I'd go one step further. Homelessness, and poverty in general, are necessary to capitalism. If the consequences of poverty weren't so bad, workers wouldn't fear losing their jobs so much. Homelessness helps maintain the authority of the boss over the worker and the corresponding hierarchy of capital over labor.

[-] stabby_cicada@slrpnk.net 47 points 3 months ago

San Francisco infuriates me. There are activist groups that are made of actual literal unhoused people telling the city what they need and what they want. And the city could just give people the money they need for a fraction of the administrative costs it spins on its non-profits and its government agencies.

But the city says homeless people are drug addicts and criminals and can't be trusted to use money responsibly.

So they funnel millions of dollars to corrupt non-profits and government agencies who promise to use the money responsibly for the benefit of the homeless and they fucking don't. There was a $350K program run by the Salvation Army in partnership with the local public transit agency. One homeless person used their services.. One.
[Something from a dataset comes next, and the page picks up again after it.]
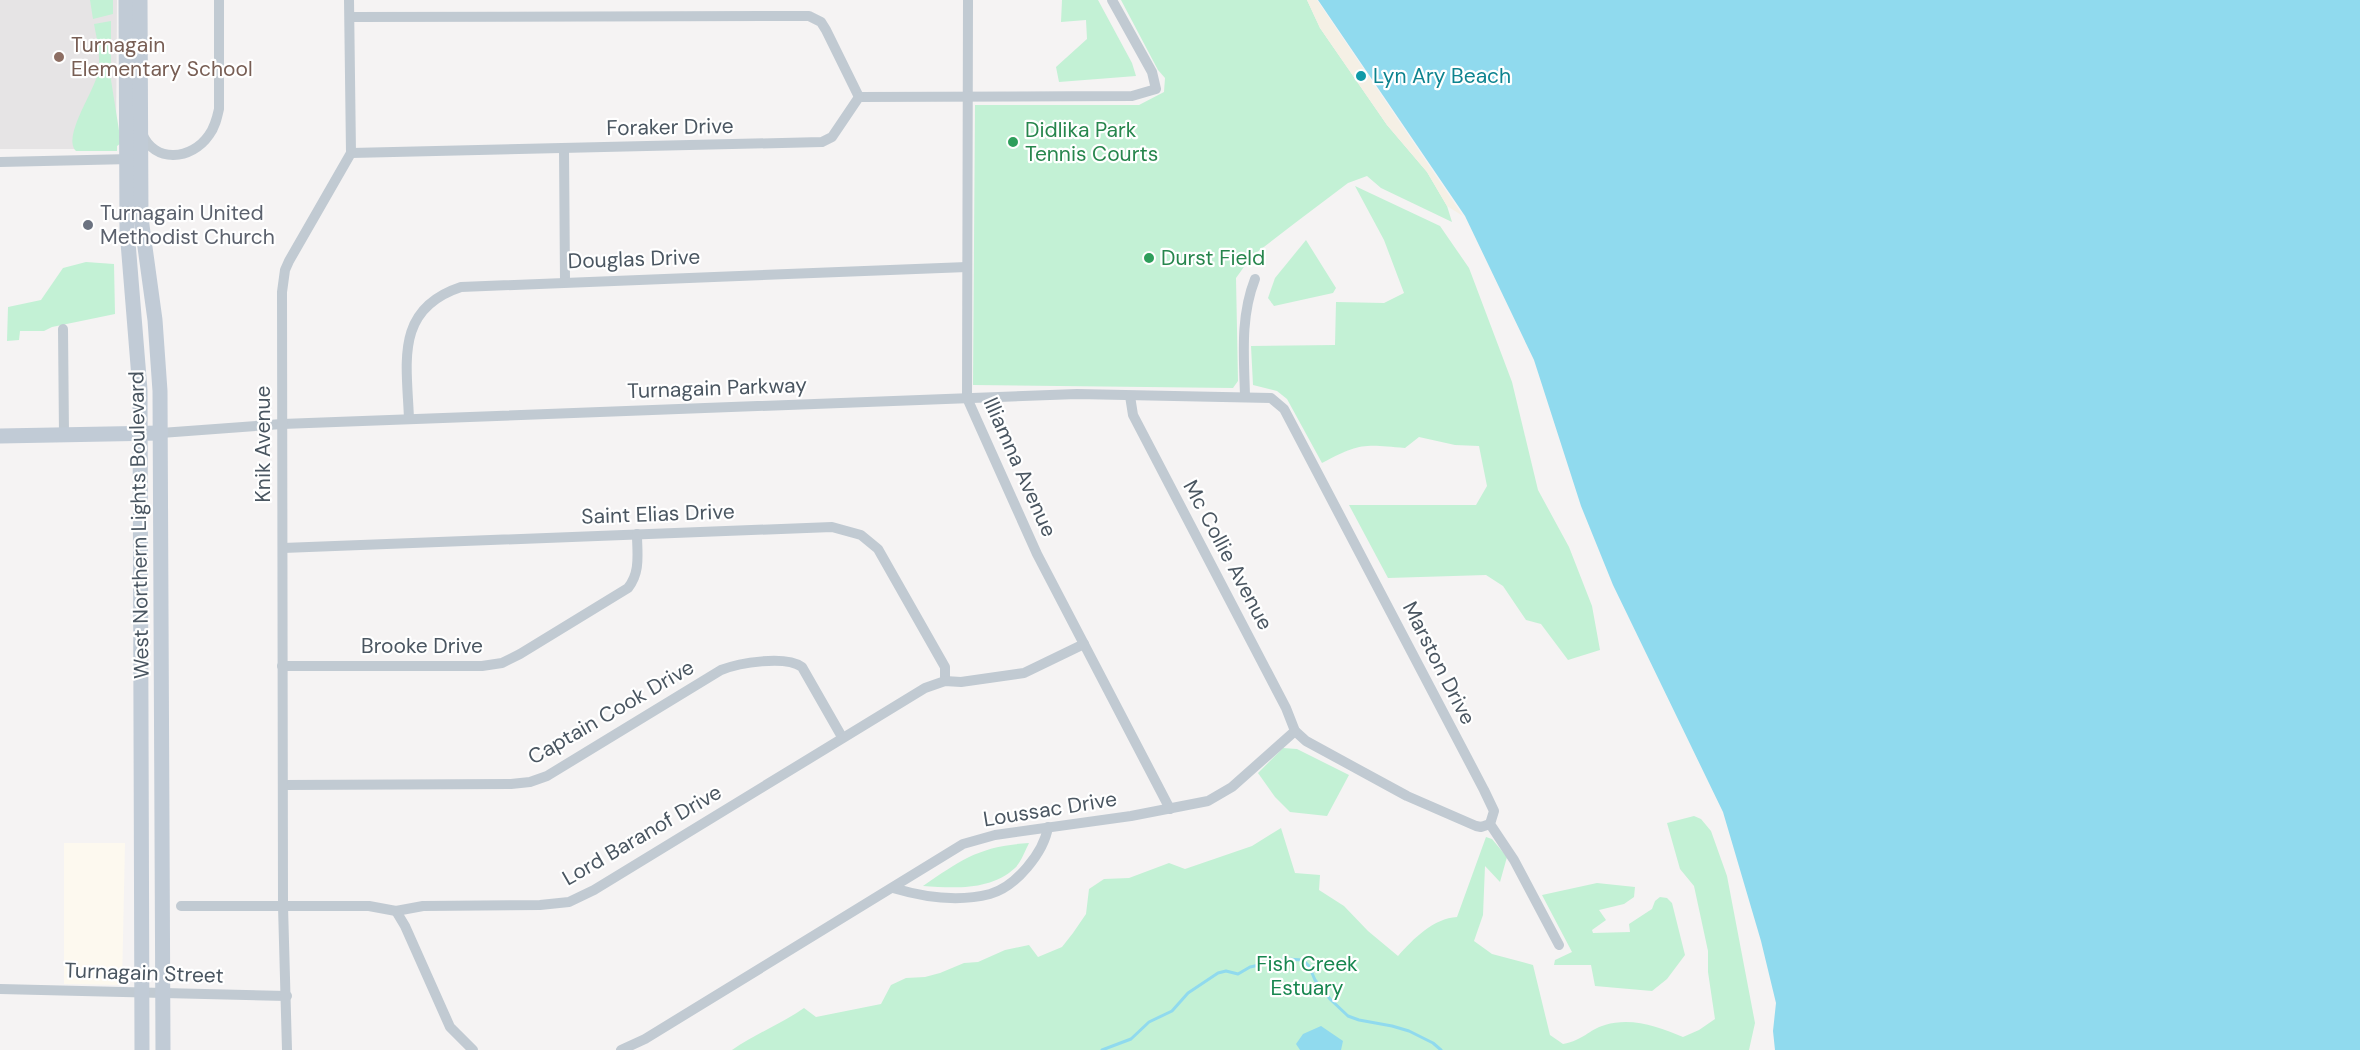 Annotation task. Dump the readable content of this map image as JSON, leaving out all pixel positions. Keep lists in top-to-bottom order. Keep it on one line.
{"streets":{"main road":["West Northern Lights Boulevard"],"street":["Foraker Drive","Douglas Drive","Turnagain Parkway","Knik Avenue","Illiamna Avenue","Saint Elias Drive","Mc Collie Avenue","Brooke Drive","Marston Drive","Captain Cook Drive","Loussac Drive","Lord Baranof Drive","Turnagain Street"]},"crossings":[["Foraker Drive","Knik Avenue"],["Douglas Drive","Turnagain Parkway"],["Douglas Drive","Illiamna Avenue"],["Turnagain Parkway","Knik Avenue"],["Turnagain Parkway","Illiamna Avenue"],["Turnagain Parkway","West Northern Lights Boulevard"],["Turnagain Parkway","Mc Collie Avenue"],["Turnagain Parkway","Marston Drive"],["Knik Avenue","Saint Elias Drive"],["Knik Avenue","Brooke Drive"],["Knik Avenue","Captain Cook Drive"],["Knik Avenue","Lord Baranof Drive"],["Knik Avenue","Turnagain Street"],["Illiamna Avenue","Loussac Drive"],["Illiamna Avenue","Lord Baranof Drive"],["Saint Elias Drive","Brooke Drive"],["Saint Elias Drive","Lord Baranof Drive"],["West Northern Lights Boulevard","Turnagain Street"],["Mc Collie Avenue","Loussac Drive"],["Captain Cook Drive","Lord Baranof Drive"]],"parks":["Fish Creek Estuary"],"places":["Turnagain Elementary School","Lyn Ary Beach","Didlika Park Tennis Courts","Turnagain United Methodist Church","Durst Field"]}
At least government agencies are, at some remove, responsible to the taxpayers and the voters. Non-profits dedicated to "helping" the homeless have a very strong incentive to make the problem worse. Because the worse the homelessness crisis becomes, the more money goes to the nonprofits. So they take government money, give it to their employees, make some sort of pathetic token effort to help unhoused people, and as the crisis worsens they go back to the government and say "the crisis is worse, we need more money".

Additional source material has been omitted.